Hi, here is content of prodigy.json:
{ "db": "mysql", "db_settings": { "mysql": { "host": ", "user": "", "passwd": "", "db": "prodigy" } }, "batch_size": 1, "host": "0.0.0.0", "show_stats": true, "show_flag": false, "instructions": "/home/yuri/.prodigy/instructions.html", "custom_theme": {"cardMaxWidth": 2000}, "largeText": 3, "mediumText": 3, "smallText": 3, "javascript":"prodigy.addEventListener('prodigyanswer', event => {const selected = event.detail.task.accept || []; if (!selected.length) {alert('Task with no selected options submitted.')}})",
"force_stream_order": false
}
I think that my datasets were empty and newly created.
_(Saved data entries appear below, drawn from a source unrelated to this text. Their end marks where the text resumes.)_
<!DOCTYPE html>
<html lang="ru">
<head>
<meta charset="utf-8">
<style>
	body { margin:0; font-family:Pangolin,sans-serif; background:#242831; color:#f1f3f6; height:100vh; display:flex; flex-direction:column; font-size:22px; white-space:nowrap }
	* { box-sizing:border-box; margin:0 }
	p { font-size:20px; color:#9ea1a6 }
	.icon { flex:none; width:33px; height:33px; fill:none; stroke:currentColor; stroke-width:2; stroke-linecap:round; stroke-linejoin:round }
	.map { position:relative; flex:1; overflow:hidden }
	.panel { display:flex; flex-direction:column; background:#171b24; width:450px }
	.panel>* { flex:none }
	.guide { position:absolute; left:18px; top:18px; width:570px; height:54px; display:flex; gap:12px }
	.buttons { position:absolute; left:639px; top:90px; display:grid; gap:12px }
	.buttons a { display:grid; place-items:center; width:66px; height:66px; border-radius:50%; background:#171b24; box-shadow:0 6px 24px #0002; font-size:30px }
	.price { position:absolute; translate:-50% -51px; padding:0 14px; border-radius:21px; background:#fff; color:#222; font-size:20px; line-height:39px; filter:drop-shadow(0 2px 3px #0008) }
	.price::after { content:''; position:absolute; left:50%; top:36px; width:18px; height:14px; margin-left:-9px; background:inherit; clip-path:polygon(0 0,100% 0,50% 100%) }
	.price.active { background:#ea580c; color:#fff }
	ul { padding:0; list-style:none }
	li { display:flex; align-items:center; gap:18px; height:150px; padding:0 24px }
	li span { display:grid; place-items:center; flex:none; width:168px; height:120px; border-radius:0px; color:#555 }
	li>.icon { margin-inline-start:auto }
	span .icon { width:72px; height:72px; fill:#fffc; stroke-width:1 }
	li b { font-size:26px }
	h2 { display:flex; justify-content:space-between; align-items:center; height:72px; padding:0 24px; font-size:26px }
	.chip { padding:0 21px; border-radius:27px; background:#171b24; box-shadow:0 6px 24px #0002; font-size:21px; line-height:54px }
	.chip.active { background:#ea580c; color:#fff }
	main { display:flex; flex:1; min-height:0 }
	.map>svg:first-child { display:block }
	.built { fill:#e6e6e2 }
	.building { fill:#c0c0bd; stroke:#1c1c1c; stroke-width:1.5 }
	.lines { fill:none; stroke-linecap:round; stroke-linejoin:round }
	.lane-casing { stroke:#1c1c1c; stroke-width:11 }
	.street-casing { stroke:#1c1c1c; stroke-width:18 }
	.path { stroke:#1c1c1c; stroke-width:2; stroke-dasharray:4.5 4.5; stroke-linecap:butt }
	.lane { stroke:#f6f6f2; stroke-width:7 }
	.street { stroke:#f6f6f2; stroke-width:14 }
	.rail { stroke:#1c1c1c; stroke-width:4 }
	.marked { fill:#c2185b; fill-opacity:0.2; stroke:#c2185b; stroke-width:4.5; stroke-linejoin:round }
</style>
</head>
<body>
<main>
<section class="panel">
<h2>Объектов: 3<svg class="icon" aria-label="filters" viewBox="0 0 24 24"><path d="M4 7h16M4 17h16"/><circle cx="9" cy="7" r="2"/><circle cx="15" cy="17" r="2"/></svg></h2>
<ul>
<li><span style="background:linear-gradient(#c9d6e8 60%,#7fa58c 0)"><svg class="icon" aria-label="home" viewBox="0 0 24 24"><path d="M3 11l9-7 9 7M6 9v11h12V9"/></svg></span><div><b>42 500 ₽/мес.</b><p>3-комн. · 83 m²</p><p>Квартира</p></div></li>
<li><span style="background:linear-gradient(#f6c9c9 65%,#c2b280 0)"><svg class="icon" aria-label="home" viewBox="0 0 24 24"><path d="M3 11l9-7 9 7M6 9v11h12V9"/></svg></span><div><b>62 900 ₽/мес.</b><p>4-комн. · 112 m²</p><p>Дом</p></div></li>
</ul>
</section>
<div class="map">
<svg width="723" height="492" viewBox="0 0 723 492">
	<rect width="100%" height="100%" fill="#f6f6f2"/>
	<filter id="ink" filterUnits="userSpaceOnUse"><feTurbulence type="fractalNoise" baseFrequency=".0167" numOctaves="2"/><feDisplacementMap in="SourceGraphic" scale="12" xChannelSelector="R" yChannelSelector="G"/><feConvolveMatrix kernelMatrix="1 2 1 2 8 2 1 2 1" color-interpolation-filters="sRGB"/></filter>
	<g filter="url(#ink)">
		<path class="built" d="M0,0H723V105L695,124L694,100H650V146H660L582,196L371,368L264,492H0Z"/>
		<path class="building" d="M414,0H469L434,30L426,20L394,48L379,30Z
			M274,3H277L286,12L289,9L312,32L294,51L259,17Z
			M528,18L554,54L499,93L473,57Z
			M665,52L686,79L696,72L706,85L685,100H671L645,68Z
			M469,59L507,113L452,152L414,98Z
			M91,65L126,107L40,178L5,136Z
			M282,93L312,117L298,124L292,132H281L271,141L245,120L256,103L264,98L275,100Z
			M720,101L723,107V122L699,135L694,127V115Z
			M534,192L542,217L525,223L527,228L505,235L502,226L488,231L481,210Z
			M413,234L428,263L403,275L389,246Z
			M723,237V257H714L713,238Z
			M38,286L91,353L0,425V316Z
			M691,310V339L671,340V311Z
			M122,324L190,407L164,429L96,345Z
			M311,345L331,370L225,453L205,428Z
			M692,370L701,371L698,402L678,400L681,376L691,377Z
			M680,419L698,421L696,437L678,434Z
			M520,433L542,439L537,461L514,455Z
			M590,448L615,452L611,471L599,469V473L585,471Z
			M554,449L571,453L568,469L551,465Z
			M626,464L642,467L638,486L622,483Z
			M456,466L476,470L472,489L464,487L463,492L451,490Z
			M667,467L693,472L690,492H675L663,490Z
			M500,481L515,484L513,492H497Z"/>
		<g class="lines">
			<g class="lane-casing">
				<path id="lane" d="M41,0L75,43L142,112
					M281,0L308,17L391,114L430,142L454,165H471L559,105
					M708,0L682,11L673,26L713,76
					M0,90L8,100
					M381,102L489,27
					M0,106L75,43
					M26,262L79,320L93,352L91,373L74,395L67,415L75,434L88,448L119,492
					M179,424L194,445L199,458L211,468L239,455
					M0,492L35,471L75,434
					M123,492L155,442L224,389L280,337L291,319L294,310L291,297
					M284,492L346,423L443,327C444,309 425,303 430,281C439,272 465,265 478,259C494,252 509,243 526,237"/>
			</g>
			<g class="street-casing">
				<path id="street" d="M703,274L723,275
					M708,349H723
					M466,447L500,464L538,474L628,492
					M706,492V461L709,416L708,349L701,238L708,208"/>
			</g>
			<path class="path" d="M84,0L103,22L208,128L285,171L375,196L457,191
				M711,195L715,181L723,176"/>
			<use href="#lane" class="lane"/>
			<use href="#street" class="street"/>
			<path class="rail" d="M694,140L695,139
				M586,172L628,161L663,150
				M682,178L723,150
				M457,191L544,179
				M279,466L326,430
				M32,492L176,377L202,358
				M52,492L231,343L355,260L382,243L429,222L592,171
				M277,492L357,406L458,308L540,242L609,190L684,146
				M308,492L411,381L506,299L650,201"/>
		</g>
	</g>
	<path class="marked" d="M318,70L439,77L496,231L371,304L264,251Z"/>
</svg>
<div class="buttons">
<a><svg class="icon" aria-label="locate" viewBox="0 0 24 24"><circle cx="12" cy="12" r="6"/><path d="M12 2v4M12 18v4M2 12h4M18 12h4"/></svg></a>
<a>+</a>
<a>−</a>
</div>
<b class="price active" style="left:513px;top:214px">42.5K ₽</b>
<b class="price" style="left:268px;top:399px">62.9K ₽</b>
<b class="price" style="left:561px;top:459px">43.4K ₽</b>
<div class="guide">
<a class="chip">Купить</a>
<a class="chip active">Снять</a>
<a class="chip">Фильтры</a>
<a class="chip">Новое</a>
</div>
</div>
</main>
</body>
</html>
Here is description of related problem: Setting "feed_overlap":true lost effect after Prodigy restart
Hi,
We have two annotators s1
and s2
, setting "feed_overlap": true
and dataset with tasks named from 1 to 10.
s1
annotated first 3 tasks, then s2
annotated first 5 tasks, then Prodigy was restarted.
When annotator s1
accessed Prodigy's Web GUI she was presented by the tasks 6,7,8,9,10. So finally we have missed tasks 4,5 for annotator s1
(probably because these tasks 4,5 was annotated by s2
). Is it expected behavior ?
Here is schematic description of the annotation flow when numbers represent tasks and plus sign (+
) represents annotation answer from an annotator. Timeline is up-down.
s1|s2
--|--
+1+
+2+
+3+
4+
5+
---> Prodigy stopped and started
+6
+7
+8
+9
+10
Thank you!
I've merged your threads into one, because it's easier to discuss this jointly.
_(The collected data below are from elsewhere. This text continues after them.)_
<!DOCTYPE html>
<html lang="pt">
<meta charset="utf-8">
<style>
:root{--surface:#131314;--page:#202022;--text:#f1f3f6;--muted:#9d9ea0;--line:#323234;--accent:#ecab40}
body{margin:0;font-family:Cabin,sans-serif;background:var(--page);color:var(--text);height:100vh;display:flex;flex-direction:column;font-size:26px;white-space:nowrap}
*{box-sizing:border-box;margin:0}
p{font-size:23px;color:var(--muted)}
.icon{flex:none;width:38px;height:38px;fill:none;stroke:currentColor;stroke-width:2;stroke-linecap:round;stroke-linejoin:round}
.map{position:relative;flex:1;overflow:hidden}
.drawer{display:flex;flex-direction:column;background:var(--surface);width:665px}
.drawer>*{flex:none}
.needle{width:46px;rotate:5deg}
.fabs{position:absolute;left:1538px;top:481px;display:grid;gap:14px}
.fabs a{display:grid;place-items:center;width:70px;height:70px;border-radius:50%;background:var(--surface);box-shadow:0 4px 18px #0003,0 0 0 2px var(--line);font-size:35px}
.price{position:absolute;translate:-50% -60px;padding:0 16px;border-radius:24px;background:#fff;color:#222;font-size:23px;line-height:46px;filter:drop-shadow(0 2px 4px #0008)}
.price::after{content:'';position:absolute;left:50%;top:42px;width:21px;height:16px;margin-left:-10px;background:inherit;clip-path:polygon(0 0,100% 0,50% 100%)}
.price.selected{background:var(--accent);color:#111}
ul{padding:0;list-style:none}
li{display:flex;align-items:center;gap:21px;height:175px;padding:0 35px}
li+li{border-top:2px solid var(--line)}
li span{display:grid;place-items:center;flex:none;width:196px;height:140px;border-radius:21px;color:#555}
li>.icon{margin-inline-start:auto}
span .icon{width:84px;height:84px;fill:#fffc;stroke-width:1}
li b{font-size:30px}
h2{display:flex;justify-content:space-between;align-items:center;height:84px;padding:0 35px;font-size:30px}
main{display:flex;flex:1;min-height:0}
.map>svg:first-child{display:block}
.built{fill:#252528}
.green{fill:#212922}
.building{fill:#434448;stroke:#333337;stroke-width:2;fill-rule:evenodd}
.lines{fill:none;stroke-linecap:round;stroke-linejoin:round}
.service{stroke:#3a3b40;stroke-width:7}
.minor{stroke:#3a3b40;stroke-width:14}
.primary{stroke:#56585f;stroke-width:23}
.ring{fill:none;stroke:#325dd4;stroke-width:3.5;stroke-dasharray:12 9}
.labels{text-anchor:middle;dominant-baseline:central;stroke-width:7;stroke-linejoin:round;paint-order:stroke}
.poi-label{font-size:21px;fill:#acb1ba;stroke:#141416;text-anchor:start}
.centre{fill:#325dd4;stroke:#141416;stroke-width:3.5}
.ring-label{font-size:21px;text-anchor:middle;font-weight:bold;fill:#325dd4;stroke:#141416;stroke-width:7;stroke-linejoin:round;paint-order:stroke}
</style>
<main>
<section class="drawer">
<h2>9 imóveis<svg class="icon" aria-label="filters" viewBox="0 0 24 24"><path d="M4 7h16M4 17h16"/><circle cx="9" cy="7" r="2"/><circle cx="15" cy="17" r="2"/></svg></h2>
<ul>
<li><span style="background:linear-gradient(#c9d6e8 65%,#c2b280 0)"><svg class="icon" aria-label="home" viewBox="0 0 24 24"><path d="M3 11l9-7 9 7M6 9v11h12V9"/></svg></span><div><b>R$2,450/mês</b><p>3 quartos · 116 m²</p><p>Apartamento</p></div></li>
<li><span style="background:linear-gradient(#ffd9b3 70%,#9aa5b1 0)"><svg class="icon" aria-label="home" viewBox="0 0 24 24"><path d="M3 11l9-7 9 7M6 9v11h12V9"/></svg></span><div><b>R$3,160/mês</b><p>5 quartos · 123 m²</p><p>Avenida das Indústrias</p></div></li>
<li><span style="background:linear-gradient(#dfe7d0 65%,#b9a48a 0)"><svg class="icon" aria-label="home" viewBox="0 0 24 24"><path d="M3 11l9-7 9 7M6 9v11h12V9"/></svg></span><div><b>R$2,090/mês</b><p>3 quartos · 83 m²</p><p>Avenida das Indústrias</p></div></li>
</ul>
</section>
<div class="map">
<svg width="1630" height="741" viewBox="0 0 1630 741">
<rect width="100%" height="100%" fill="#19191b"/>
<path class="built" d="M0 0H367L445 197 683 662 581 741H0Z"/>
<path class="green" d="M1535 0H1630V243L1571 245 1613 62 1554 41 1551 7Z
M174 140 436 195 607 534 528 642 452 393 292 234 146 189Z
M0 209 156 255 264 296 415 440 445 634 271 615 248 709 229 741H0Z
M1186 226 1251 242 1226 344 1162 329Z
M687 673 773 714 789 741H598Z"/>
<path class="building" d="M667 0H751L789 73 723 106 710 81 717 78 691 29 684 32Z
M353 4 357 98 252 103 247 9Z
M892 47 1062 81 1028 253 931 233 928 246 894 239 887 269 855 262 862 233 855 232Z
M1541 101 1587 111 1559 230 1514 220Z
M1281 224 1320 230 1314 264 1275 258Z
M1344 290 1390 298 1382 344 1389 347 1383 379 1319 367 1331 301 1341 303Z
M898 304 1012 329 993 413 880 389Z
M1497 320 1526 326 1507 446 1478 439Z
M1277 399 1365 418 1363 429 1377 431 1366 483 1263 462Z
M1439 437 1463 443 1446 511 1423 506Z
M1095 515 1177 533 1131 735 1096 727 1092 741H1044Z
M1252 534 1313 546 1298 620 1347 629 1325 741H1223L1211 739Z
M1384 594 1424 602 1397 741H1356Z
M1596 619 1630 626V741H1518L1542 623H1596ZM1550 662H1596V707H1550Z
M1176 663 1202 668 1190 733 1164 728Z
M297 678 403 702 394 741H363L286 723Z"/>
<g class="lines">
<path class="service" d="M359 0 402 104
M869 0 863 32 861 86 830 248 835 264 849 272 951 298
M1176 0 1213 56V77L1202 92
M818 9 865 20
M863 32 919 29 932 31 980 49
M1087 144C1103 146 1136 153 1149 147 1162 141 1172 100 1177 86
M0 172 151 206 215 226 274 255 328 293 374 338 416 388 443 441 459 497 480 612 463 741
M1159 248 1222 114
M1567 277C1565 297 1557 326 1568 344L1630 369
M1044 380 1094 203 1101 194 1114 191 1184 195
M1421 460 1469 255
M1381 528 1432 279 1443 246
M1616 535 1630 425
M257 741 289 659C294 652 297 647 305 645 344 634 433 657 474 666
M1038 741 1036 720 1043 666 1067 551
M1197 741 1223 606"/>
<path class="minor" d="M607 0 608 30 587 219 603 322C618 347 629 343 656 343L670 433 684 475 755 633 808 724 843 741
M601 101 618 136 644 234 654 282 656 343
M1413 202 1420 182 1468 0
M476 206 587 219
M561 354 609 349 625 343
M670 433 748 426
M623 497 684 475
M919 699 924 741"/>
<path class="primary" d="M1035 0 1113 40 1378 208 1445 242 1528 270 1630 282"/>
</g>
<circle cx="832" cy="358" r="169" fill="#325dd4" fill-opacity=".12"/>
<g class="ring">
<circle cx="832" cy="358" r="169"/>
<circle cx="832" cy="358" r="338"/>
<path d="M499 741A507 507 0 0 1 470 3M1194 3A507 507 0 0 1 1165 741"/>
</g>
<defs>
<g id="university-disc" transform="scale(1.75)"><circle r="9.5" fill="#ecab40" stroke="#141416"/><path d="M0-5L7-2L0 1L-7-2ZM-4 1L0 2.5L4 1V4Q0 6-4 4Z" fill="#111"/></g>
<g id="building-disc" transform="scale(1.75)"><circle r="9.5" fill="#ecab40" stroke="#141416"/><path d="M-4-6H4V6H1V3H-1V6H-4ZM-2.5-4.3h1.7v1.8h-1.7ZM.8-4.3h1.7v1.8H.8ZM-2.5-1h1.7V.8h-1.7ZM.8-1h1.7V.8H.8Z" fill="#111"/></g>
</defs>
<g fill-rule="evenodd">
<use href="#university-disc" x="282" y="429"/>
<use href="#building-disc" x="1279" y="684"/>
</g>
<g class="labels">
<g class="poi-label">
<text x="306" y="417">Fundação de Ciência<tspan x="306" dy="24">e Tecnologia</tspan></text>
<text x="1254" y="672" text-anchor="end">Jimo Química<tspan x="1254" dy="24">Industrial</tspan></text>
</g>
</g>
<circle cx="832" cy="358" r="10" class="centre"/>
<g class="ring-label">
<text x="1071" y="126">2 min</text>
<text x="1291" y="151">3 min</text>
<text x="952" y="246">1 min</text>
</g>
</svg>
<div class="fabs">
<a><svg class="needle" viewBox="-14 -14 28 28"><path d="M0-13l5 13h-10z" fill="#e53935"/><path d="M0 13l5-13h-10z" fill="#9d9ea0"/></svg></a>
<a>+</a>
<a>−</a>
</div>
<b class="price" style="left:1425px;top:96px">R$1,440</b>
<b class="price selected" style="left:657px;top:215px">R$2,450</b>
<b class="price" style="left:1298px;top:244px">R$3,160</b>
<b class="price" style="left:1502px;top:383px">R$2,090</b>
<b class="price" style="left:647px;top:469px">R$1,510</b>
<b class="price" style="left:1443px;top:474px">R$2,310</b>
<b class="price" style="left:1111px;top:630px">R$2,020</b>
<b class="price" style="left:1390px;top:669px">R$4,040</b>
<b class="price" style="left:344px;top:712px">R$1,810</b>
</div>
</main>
I think it all comes down to one detail about how the session identifer is and isn't used. The session ID you set in named multi-user sessions is used as an identifier for the annotations created. It's not currently used in the exclude logic. So when you start the server, annotations that are already in the dataset are filtered out, and that stream is then used to distribute questions to annotators.
I think we can probably put together some code for a custom filter that you can plug in that lets you implement feed filtering based on previous annotations and session IDs. But it might still be much more straightforward and easier to reason about to just start separate, isolated instances for each annotator.